> _Your task_
In the listing below, find each line holding "Keep" and copy it.

START Provided information

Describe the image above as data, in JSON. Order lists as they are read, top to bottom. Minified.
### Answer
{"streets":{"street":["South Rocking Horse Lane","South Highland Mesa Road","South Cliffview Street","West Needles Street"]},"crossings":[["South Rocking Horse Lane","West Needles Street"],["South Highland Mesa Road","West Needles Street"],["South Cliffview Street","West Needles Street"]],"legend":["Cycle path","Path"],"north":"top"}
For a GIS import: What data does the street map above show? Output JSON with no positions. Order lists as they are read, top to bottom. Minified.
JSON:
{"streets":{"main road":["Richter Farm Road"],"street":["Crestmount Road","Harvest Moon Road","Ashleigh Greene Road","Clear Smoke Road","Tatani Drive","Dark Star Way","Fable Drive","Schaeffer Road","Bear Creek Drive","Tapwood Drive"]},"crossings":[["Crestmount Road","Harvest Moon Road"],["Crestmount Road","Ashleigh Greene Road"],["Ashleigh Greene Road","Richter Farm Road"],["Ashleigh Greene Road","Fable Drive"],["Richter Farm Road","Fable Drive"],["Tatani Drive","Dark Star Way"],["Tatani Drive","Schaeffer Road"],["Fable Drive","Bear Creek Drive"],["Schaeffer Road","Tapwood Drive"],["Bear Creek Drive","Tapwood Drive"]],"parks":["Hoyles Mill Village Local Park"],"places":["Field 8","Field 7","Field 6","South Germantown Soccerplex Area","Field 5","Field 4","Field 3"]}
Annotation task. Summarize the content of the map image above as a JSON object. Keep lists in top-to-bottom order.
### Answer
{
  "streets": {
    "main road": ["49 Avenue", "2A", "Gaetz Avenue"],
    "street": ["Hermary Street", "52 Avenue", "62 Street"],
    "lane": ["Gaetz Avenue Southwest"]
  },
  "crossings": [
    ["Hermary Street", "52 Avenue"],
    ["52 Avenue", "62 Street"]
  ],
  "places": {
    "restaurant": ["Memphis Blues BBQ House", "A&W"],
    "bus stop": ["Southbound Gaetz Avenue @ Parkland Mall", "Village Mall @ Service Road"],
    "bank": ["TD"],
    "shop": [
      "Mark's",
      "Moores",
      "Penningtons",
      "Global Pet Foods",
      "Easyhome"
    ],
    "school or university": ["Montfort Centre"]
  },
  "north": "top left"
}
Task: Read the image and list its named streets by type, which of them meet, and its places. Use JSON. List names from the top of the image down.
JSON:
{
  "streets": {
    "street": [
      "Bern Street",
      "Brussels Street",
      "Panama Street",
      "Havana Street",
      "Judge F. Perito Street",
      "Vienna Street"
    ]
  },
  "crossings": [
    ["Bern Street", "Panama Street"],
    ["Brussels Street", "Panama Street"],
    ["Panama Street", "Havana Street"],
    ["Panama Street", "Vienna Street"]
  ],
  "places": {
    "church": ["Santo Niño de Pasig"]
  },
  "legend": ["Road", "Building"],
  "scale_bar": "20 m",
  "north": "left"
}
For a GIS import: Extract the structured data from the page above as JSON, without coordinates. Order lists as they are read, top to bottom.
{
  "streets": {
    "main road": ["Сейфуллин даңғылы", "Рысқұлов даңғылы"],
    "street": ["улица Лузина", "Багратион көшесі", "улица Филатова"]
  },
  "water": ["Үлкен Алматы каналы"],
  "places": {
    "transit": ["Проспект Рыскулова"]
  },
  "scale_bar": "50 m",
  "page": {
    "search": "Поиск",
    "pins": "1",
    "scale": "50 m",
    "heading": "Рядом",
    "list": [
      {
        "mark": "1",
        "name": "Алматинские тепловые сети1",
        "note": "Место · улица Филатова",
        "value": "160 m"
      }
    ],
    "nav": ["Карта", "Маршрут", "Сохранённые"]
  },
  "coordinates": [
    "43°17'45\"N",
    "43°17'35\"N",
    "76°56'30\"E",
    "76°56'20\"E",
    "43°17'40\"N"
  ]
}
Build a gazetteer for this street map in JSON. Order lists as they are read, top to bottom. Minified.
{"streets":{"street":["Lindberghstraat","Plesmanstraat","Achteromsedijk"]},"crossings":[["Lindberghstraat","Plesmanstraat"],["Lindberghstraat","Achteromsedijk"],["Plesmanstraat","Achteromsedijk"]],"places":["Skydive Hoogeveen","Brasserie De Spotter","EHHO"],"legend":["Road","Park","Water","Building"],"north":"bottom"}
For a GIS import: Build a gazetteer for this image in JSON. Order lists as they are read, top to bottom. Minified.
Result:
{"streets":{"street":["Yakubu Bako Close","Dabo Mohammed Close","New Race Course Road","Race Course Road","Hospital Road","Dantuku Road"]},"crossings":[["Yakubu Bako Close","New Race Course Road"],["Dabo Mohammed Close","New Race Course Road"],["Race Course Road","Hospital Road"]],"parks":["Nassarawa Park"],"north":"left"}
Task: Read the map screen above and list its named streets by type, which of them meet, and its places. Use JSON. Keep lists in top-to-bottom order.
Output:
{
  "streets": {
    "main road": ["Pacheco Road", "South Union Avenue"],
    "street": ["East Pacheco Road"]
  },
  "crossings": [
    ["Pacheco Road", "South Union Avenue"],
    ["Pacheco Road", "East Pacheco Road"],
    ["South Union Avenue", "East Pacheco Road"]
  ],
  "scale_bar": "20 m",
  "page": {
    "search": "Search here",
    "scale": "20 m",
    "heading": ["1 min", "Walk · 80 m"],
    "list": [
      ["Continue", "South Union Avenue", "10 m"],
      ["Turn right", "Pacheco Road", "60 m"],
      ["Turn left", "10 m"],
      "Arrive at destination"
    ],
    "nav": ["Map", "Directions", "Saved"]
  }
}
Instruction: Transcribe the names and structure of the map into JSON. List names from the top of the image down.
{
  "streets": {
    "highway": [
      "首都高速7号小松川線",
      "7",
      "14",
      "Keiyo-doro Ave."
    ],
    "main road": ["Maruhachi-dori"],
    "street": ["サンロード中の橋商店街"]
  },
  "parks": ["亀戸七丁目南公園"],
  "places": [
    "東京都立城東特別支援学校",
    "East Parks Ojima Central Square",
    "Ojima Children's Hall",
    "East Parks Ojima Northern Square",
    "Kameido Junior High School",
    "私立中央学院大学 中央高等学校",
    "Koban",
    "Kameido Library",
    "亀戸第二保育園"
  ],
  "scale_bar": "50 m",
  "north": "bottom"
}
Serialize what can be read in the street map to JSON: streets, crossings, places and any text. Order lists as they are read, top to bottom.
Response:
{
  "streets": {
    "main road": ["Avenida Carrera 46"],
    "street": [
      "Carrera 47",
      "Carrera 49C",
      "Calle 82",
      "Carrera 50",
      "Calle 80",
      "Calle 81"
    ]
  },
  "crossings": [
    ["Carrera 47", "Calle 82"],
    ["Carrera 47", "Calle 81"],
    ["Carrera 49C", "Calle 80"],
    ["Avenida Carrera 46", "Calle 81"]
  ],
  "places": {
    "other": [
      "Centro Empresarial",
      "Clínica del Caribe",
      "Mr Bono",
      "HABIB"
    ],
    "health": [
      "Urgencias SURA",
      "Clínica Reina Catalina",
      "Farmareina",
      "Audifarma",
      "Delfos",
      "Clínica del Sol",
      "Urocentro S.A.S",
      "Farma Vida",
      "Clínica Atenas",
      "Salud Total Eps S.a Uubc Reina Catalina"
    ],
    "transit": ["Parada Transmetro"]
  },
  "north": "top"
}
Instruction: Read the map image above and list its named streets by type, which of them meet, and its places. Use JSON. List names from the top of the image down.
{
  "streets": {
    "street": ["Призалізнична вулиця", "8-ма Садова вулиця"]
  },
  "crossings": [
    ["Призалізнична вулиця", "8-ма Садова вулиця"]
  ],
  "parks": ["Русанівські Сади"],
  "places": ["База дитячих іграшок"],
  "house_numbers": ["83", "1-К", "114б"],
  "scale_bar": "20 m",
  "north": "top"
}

END Provided information

> _Answer area_
Annotation task. Summarize the content of the map image above as a JSON object. Keep lists in top-to-bottom order.
Task: Read the map screen above and list its named streets by type, which of them meet, and its places. Use JSON. Keep lists in top-to-bottom order.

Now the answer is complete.